[Stored items]
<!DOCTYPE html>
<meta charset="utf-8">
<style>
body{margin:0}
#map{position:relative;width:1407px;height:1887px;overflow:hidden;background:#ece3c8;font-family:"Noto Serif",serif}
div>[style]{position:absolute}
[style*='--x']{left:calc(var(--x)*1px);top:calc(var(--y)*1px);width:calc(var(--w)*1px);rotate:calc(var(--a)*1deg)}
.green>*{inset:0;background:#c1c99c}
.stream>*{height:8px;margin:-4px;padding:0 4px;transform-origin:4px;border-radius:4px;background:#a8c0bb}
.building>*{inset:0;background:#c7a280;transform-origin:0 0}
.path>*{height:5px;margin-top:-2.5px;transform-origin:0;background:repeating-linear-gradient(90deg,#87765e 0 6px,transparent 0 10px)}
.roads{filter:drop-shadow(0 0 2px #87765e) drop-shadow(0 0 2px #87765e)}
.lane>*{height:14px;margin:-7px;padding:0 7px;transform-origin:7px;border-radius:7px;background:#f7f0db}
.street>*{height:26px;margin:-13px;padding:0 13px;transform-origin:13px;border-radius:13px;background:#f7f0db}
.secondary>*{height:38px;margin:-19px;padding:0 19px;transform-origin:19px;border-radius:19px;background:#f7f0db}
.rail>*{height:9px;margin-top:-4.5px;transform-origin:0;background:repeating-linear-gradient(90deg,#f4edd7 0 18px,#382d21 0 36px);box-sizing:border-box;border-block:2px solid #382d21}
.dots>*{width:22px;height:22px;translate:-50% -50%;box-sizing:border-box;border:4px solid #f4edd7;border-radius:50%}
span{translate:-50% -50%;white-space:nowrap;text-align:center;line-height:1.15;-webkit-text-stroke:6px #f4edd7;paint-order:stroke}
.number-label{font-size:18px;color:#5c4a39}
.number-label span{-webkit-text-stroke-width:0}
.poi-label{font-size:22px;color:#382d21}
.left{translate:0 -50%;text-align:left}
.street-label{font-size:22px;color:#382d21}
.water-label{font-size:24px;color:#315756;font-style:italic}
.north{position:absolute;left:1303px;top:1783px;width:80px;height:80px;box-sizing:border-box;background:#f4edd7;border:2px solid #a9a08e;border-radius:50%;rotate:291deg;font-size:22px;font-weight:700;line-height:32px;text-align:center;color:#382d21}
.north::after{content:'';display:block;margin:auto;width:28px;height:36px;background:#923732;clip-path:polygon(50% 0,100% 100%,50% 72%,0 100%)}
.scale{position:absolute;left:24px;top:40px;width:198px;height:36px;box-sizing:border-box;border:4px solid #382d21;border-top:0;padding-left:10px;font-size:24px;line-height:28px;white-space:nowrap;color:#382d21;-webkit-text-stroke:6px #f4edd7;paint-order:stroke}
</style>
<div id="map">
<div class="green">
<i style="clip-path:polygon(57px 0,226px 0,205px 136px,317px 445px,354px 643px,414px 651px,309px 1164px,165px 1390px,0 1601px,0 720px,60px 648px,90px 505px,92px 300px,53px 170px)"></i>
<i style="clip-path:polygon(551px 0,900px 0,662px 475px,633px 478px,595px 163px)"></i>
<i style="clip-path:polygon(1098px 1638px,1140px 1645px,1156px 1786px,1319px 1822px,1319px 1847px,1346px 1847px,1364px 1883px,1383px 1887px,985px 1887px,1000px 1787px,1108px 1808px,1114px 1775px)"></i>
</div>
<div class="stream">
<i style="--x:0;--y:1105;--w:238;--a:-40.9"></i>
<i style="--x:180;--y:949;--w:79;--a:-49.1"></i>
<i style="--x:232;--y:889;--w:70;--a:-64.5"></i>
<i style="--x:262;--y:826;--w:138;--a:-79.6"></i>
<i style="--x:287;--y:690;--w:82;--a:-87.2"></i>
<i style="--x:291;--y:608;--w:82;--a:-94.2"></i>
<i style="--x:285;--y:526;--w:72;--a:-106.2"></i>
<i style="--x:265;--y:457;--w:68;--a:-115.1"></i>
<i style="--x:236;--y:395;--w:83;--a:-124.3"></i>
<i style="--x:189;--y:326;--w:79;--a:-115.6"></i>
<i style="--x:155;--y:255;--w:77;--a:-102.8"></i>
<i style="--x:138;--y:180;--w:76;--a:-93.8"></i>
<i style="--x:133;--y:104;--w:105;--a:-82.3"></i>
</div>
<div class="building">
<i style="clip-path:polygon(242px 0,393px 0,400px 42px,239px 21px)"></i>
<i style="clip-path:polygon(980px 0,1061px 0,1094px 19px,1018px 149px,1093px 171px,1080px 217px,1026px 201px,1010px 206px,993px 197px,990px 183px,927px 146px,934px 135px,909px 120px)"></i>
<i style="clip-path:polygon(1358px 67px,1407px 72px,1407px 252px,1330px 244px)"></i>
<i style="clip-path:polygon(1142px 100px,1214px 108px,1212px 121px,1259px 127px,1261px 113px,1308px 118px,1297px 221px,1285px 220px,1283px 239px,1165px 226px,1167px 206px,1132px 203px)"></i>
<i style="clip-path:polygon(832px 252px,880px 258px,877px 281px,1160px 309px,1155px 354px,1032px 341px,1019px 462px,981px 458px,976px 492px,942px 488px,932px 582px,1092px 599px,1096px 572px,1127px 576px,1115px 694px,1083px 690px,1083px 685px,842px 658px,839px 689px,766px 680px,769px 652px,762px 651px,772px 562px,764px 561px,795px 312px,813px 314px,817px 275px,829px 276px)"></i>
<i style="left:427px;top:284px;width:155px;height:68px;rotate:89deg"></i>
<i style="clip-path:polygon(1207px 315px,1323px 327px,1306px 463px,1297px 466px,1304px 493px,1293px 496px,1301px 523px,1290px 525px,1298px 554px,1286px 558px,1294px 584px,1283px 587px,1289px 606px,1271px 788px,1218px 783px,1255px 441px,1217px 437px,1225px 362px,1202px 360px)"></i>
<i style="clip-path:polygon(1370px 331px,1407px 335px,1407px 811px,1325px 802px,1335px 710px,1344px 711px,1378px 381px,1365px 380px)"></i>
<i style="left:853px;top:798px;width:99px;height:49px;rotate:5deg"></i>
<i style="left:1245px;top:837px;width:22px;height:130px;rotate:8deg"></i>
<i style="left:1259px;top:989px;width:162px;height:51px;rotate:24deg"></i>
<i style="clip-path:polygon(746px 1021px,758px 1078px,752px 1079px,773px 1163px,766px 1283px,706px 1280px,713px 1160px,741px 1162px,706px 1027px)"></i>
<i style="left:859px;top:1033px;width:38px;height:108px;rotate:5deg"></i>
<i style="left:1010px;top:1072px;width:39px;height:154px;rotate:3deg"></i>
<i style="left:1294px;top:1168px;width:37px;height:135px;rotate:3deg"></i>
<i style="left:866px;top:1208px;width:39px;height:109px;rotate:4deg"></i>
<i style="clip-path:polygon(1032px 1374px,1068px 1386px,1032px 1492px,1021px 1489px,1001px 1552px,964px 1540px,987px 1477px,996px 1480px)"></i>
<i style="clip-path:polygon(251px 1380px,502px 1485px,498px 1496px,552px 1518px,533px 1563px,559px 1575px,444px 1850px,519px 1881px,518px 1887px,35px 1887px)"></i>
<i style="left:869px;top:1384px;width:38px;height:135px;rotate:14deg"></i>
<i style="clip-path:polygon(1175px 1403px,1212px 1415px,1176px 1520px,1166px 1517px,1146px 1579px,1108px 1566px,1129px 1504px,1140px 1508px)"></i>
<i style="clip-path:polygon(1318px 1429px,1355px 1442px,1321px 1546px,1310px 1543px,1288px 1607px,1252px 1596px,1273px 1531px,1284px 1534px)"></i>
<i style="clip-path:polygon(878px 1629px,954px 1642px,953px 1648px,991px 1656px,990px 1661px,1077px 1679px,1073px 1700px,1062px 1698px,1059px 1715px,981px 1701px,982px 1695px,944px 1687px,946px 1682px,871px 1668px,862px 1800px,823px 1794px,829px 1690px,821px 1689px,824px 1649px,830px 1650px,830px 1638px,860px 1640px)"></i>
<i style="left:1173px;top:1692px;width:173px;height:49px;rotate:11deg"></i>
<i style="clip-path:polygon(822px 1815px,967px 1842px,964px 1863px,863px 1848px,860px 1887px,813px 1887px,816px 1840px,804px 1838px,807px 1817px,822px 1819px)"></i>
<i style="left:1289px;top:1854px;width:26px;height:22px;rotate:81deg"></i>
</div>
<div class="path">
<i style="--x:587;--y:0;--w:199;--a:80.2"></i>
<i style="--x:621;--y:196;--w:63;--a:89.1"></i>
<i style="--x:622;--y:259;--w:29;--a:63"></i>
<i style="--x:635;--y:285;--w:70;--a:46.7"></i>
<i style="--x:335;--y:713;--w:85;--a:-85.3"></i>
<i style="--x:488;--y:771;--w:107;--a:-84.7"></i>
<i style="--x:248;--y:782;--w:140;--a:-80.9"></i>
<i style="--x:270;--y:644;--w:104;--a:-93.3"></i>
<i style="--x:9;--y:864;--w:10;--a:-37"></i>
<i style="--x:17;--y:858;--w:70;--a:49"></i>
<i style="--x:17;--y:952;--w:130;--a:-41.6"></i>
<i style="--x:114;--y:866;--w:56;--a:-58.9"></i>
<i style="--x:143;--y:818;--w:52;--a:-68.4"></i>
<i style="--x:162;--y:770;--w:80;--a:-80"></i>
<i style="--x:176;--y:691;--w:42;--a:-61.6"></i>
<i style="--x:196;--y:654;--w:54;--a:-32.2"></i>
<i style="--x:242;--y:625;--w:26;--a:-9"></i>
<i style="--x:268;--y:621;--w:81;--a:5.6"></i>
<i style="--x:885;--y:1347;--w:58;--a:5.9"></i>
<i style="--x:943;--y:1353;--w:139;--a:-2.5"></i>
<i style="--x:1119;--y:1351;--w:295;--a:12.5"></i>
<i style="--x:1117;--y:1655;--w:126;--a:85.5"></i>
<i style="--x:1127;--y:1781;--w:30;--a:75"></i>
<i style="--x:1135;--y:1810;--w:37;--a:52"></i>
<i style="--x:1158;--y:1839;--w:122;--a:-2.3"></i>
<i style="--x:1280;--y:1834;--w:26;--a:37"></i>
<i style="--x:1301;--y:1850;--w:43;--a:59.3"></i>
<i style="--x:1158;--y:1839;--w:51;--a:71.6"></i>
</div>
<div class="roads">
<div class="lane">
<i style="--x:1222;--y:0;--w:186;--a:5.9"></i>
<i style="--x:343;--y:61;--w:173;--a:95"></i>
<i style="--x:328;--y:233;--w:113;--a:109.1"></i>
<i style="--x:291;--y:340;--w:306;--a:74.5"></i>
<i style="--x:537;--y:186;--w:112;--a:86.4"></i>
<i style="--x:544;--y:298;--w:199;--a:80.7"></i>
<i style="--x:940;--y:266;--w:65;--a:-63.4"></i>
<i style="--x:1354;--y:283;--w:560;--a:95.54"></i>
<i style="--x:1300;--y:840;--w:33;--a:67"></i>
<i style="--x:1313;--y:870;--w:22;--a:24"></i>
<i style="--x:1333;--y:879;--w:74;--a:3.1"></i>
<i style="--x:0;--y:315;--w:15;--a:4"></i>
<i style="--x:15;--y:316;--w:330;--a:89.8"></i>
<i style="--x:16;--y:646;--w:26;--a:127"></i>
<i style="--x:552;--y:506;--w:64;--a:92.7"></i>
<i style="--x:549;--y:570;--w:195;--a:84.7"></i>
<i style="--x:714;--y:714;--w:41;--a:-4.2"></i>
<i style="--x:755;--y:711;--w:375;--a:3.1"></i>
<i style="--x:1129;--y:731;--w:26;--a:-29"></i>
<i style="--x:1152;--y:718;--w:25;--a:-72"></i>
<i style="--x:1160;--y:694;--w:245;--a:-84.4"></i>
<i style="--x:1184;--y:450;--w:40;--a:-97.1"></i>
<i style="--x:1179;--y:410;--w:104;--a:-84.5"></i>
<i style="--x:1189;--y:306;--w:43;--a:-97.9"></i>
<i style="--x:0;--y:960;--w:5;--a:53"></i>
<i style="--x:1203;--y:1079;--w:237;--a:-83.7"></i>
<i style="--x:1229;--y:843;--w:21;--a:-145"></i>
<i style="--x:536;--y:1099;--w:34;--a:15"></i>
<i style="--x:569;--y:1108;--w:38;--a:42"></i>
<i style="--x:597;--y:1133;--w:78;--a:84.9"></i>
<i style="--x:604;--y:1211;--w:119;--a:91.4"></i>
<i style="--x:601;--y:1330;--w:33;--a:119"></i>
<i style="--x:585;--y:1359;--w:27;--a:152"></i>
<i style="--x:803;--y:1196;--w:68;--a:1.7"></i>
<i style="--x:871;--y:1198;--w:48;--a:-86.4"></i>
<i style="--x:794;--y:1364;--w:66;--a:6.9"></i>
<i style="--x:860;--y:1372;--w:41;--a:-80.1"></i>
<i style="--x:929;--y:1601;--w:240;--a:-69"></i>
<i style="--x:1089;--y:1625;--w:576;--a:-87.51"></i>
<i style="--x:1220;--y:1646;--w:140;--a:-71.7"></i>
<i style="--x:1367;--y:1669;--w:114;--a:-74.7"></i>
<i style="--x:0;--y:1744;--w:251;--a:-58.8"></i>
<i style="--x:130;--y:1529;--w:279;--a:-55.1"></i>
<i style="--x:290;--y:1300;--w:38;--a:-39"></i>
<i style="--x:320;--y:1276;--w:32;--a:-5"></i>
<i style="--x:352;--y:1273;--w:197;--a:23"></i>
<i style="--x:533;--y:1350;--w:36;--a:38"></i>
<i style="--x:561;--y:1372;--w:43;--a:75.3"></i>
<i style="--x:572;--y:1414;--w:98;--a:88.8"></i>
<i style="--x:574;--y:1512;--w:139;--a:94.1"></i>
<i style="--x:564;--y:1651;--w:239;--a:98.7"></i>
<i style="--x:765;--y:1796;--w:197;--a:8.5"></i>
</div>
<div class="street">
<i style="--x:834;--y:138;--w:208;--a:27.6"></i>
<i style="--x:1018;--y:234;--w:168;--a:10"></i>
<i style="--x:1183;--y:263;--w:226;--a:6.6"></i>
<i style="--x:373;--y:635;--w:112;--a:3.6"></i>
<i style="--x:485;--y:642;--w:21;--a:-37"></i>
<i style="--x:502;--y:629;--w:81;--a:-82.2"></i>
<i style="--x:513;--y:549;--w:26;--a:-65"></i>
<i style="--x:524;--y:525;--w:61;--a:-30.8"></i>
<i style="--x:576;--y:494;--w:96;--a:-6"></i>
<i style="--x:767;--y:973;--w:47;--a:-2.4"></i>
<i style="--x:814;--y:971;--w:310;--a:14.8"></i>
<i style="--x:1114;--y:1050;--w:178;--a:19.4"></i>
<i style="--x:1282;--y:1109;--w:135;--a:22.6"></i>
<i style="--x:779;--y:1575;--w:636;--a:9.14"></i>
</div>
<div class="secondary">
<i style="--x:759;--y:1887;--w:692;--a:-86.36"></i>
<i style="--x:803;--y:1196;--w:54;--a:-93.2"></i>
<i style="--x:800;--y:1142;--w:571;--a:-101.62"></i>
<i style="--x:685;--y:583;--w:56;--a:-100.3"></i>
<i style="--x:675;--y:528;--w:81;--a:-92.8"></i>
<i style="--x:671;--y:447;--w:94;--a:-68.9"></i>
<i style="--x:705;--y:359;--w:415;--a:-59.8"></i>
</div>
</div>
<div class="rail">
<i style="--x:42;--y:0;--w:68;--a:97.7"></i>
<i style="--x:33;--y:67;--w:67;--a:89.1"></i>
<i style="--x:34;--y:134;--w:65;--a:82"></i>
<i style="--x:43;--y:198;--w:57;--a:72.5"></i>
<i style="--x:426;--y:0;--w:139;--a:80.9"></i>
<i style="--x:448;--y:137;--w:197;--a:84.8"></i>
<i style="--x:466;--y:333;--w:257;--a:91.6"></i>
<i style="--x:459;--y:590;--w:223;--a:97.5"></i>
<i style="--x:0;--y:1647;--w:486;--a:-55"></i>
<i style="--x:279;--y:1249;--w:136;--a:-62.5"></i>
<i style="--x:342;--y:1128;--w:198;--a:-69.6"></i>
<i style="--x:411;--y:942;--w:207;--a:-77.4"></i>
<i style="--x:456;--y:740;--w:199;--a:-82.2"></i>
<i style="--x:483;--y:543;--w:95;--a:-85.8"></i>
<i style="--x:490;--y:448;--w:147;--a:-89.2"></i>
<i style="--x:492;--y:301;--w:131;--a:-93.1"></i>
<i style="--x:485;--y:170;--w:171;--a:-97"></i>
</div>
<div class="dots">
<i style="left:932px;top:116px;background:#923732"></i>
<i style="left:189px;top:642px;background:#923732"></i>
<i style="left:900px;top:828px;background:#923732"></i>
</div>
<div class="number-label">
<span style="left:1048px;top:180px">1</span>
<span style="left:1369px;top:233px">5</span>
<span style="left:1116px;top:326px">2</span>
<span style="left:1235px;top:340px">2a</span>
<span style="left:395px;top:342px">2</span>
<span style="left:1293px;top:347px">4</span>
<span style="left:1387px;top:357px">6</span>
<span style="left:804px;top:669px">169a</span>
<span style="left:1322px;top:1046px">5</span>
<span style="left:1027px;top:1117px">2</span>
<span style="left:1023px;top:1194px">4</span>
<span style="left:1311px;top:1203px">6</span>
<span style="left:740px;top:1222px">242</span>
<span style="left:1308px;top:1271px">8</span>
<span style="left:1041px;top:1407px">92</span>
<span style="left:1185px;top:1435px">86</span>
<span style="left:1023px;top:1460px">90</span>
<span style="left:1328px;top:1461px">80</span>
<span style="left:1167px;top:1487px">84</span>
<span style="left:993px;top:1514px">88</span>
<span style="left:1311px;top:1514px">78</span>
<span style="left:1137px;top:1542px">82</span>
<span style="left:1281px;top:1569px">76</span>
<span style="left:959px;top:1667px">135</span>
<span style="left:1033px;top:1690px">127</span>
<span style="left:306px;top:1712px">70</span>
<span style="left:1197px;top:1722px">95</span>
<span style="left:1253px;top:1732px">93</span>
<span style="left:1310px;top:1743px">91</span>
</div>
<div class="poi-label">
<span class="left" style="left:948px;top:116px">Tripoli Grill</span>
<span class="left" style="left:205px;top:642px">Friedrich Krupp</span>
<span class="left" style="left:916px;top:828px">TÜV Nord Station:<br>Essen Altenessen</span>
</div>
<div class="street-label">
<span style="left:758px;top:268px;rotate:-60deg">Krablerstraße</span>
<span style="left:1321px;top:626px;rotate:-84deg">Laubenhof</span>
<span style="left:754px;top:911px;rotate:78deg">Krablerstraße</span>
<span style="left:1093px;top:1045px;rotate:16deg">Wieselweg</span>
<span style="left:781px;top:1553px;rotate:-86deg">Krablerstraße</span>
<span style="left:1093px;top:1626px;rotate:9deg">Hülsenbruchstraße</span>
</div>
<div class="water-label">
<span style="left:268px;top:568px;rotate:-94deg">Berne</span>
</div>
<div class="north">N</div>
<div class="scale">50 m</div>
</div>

- [WORK REQUEST]: Go line by line through the data, copying each one that contains the word "center".

- [YOUR SOLUTION]:
span{translate:-50% -50%;white-space:nowrap;text-align:center;line-height:1.15;-webkit-text-stroke:6px #f4edd7;paint-order:stroke}
.north{position:absolute;left:1303px;top:1783px;width:80px;height:80px;box-sizing:border-box;background:#f4edd7;border:2px solid #a9a08e;border-radius:50%;rotate:291deg;font-size:22px;font-weight:700;line-height:32px;text-align:center;color:#382d21}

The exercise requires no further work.